Activity:
From the records below, take each line where the string "stream" shows up and copy it.

Collected data entries:
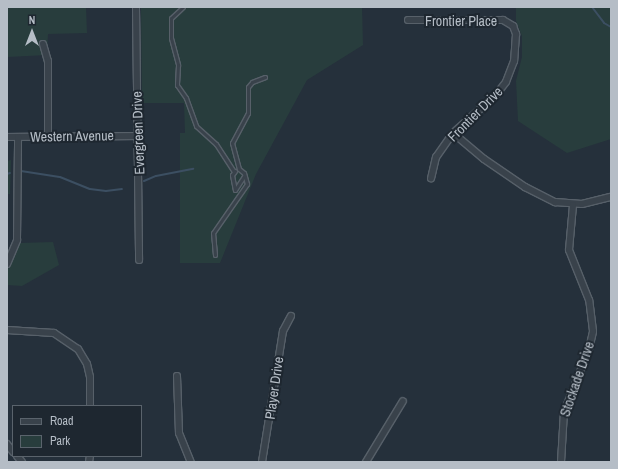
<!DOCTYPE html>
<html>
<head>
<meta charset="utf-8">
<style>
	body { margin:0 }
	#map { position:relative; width:618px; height:469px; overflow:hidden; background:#25303b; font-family:"Archivo Narrow",sans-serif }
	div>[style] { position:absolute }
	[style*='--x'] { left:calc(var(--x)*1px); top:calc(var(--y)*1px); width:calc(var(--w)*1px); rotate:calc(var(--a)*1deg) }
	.green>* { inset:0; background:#283d3d }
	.stream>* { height:2px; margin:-1px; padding:0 1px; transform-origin:1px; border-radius:1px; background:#3c4f62 }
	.roads { filter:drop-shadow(1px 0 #576069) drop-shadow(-1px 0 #576069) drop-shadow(0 1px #576069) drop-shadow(0 -1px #576069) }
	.lane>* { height:3px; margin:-1.5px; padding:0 1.5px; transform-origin:1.5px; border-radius:1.5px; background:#39424b }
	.street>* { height:6px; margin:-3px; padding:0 3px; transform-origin:3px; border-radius:3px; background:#39424b }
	span { translate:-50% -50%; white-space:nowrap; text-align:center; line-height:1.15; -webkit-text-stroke:4px #1e2730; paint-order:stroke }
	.street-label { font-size:14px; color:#b5bdc6 }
	.frame { position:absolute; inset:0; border:8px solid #b5bdc6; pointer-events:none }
	.legend { position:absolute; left:12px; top:405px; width:130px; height:52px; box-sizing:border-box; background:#1e2730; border:1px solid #5a636c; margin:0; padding:5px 7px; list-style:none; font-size:12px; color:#b5bdc6 }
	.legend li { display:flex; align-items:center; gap:8px; height:20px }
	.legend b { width:20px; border:1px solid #5a636c }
	.north { position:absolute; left:12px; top:12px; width:40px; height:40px; -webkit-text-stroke:3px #1e2730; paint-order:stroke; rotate:0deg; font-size:11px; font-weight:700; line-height:16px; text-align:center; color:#b5bdc6 }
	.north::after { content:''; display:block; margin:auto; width:14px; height:18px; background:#b5bdc6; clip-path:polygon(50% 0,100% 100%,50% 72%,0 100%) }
</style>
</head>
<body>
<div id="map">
	<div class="green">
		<div style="clip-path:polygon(7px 7px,86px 7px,87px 33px,48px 34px,47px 55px,7px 57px)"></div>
		<div style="clip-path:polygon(141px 7px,362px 7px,363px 45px,307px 80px,256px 174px,220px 263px,180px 263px,180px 133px,185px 133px,184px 103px,142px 103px)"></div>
		<div style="clip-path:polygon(516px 7px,611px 7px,611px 139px,567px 153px,518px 121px,516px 81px,522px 57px,522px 36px,516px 21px)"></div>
		<div style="clip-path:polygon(11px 160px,10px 194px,7px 194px,7px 161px)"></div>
		<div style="clip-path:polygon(53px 242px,59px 265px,22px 286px,7px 285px,7px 268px,20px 243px)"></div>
	</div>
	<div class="stream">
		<div style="--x:592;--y:7;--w:20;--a:53"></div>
		<div style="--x:604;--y:23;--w:8;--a:30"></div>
		<div style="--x:21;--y:171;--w:39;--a:9"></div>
		<div style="--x:60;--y:177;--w:32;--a:22"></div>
		<div style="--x:90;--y:189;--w:16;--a:7"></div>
		<div style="--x:106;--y:191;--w:16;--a:-7"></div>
		<div style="--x:7;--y:174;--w:3;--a:-18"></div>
		<div style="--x:144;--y:181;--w:13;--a:-23"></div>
		<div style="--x:156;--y:176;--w:38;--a:-11"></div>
	</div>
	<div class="roads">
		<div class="lane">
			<div style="--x:183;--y:7;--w:16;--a:137"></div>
			<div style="--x:171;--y:18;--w:20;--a:90"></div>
			<div style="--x:171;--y:38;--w:28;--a:75"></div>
			<div style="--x:178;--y:65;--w:20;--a:93"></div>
			<div style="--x:177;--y:85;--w:16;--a:55"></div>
			<div style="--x:186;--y:98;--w:30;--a:70"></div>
			<div style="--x:196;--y:126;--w:27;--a:42"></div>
			<div style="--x:216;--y:144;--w:33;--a:57"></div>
			<div style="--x:235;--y:171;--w:5;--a:127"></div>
			<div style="--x:232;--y:175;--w:15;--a:79"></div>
			<div style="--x:235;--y:190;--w:17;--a:-57"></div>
			<div style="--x:215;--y:255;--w:22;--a:-95"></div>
			<div style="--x:213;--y:233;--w:60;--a:-55.2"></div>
			<div style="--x:247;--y:184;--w:11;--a:-105"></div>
			<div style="--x:244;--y:173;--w:6;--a:-141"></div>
			<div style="--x:239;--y:169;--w:27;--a:-105"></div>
			<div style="--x:232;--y:143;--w:34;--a:-62"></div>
			<div style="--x:248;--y:113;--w:26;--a:-90"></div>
			<div style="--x:248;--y:87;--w:6;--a:-51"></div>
			<div style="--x:252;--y:82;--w:14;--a:-21"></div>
		</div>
		<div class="street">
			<div style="--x:136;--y:7;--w:253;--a:89.3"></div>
			<div style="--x:408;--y:20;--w:95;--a:0"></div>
			<div style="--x:503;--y:20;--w:12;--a:31"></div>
			<div style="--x:513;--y:26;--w:9;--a:69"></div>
			<div style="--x:516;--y:34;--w:27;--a:94"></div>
			<div style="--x:514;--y:61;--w:22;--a:111"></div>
			<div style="--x:506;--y:82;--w:16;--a:128"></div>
			<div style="--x:496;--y:95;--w:57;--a:138.5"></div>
			<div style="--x:453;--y:133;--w:29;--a:125"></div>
			<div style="--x:436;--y:157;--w:22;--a:103"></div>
			<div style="--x:43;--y:44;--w:18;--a:74"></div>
			<div style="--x:48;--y:61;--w:75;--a:90"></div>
			<div style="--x:453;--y:133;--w:40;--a:40"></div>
			<div style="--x:484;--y:159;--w:50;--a:34.3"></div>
			<div style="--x:525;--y:187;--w:34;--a:27"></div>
			<div style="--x:555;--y:202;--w:27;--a:4"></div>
			<div style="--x:582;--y:204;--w:30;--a:-14"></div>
			<div style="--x:7;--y:137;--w:131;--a:-0.4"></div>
			<div style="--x:7;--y:264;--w:26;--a:-67"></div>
			<div style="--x:17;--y:240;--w:103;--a:-89.4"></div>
			<div style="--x:7;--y:330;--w:47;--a:3.7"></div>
			<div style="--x:54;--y:333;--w:29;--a:34"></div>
			<div style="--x:78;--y:349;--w:17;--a:59"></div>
			<div style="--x:87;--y:364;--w:13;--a:77"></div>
			<div style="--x:90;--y:377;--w:29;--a:90"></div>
			<div style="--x:177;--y:376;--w:57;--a:88"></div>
			<div style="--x:179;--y:433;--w:31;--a:68"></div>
			<div style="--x:7;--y:444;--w:10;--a:53"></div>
			<div style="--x:17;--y:456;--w:8;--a:50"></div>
			<div style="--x:89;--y:462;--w:6;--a:-81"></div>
			<div style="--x:262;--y:462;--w:133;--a:-80.9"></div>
			<div style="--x:283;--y:331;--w:17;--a:-62"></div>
			<div style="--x:366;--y:462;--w:71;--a:-58.8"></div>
			<div style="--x:561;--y:462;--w:50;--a:-86.6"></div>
			<div style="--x:564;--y:412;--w:68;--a:-68.4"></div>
			<div style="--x:589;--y:349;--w:18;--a:-77"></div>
			<div style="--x:593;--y:331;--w:31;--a:-97"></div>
			<div style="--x:589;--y:300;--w:54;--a:-111.8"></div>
			<div style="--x:569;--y:250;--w:45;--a:-84.9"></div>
		</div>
	</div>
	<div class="street-label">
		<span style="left:461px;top:21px">Frontier Place</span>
		<span style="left:475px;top:114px;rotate:-45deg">Frontier Drive</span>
		<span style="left:138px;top:133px;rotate:-92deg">Evergreen Drive</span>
		<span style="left:72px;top:136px;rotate:-1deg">Western Avenue</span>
		<span style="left:577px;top:379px;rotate:-71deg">Stockade Drive</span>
		<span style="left:274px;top:388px;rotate:-82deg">Player Drive</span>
	</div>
	<div class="frame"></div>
	<ul class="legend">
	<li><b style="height:5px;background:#39424b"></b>Road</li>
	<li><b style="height:11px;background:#283d3d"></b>Park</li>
	</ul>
	<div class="north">N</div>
</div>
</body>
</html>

Written response:
	.stream>* { height:2px; margin:-1px; padding:0 1px; transform-origin:1px; border-radius:1px; background:#3c4f62 }
	<div class="stream">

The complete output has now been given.